Anyway, even decompressing while downloading would probably also provide some gains by itself.
To put it simply, you are under-estimating the information we already have available. You can assume that cheaply/efficiently obtaining the dependency graph for the desired packages is an easy and standard feature for Linux package managers.
As for dpkg not supporting parallel installation, I haven't used Debian in about five years. I'd have thought them to have improved in this time, as even back then it was rather annoying to be unable to install something else in another terminal when one apt-get was doing its thing.
(yes, that problem could be solved simply by queuing. But true parallel install should be possible.)

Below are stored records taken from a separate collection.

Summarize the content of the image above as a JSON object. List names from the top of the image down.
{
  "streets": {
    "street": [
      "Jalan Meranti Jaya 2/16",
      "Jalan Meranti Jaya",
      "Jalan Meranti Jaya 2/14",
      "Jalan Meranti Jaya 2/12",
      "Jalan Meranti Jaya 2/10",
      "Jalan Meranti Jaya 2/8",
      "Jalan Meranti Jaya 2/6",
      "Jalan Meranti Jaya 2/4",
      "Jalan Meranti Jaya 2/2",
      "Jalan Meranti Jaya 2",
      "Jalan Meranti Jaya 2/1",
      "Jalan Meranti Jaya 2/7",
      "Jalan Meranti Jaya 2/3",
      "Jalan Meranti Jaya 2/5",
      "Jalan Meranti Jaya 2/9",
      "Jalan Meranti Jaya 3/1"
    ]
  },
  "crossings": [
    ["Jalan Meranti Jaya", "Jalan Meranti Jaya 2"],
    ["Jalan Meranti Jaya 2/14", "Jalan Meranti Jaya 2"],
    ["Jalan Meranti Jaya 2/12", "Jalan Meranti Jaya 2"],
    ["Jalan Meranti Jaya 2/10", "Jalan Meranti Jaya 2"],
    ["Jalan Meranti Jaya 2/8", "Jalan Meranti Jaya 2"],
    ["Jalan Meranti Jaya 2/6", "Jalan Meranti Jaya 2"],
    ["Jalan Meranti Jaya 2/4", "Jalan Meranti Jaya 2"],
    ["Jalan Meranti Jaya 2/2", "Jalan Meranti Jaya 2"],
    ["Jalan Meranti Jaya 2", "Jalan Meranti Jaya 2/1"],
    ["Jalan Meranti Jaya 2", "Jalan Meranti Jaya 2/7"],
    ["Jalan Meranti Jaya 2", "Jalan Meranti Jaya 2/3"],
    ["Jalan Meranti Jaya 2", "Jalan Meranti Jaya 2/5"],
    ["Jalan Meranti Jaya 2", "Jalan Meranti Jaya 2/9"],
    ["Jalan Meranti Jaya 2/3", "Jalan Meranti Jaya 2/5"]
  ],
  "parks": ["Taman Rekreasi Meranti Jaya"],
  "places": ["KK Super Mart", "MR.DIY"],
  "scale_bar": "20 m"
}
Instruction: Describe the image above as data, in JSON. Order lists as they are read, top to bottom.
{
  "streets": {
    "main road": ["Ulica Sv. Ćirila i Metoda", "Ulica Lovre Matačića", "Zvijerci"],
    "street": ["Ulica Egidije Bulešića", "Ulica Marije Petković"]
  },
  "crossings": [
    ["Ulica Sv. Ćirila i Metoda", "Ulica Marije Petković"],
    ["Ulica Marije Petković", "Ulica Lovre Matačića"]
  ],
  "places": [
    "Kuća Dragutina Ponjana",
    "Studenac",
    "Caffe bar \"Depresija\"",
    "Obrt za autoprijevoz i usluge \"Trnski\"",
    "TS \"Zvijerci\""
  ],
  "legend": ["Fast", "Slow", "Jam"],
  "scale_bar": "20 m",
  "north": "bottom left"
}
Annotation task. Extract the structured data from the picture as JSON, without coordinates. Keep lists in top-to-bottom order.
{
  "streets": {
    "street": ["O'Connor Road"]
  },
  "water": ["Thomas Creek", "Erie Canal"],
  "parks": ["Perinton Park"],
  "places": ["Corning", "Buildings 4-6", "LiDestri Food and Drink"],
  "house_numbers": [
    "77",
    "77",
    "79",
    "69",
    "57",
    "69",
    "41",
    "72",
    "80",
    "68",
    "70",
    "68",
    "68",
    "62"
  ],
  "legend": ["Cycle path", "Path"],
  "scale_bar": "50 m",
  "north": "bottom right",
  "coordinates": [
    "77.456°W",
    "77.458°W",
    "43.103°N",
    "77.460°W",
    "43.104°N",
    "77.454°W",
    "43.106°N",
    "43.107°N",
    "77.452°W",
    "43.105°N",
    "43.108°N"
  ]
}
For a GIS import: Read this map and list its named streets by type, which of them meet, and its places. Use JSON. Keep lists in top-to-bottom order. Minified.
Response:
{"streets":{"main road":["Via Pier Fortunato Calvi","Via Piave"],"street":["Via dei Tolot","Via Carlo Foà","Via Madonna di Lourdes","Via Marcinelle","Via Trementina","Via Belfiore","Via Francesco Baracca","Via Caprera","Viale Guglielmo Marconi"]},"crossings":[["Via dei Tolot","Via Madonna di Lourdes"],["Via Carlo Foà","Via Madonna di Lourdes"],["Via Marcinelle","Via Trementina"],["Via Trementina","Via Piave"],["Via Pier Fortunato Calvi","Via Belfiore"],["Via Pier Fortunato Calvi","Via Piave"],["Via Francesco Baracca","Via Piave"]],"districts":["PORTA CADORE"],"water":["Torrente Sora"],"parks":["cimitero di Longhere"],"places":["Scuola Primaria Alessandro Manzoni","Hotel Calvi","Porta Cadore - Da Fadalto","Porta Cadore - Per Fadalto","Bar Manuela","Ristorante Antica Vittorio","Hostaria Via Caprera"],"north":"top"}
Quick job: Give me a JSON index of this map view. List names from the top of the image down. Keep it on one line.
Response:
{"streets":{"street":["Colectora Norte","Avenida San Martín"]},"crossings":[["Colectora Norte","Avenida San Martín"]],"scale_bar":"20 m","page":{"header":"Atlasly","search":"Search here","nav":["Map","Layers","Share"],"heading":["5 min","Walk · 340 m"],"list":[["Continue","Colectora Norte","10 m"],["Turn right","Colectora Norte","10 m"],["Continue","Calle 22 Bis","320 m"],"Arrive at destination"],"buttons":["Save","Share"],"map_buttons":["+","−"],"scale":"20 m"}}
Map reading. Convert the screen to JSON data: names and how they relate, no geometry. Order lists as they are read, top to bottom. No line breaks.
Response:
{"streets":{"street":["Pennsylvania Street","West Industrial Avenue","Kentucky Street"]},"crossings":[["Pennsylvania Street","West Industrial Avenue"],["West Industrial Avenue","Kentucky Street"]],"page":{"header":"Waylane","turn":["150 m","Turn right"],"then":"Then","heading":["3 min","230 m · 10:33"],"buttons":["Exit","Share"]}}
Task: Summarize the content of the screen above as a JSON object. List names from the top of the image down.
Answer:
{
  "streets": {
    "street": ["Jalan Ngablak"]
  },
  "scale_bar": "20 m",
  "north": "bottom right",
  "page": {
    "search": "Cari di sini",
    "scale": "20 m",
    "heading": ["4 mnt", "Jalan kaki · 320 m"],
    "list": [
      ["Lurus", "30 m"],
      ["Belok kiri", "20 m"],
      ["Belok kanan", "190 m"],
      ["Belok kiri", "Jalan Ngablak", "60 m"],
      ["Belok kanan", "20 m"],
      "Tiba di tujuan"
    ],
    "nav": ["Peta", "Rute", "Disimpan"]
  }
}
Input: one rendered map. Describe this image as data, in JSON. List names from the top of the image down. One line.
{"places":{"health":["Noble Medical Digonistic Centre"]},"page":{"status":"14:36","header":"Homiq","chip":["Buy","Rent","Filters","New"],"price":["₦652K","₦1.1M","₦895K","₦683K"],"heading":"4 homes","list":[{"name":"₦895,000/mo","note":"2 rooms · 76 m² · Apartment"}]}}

How To Optimize Apt Archives
Add following line into /etc/fstabCode:sudo chmod u+x /etc/rc.local
Add following line into /etc/rc.localCode:tmpfs /var/cache/apt/archives/ tmpfs defaults,noatime 0 0
All deb package will be downloaded into ramfs, and keep in mind not to make to much upgrade at one time to save ram space, usually 512MB should be enough for most install and upgrade.Code:mkdir /var/cache/apt/archives/partial
Close enough right? Credits to the above commands go to here
I like the idea of having one big image to put on a usb stick. Could this be an iso bigger than the 4gig limit - is there a way to make an 80gig iso image to put on a usb 3.0 stick? All top quality free software tons on one stick.
Can't I just use 1 cd?
Debian packages are an ar archive (same as static libraries), containing 2 compressed tarballs: the first has metadata, the second has the package content. I think they want to move from tar.gz to tar.xz for these two tarballs.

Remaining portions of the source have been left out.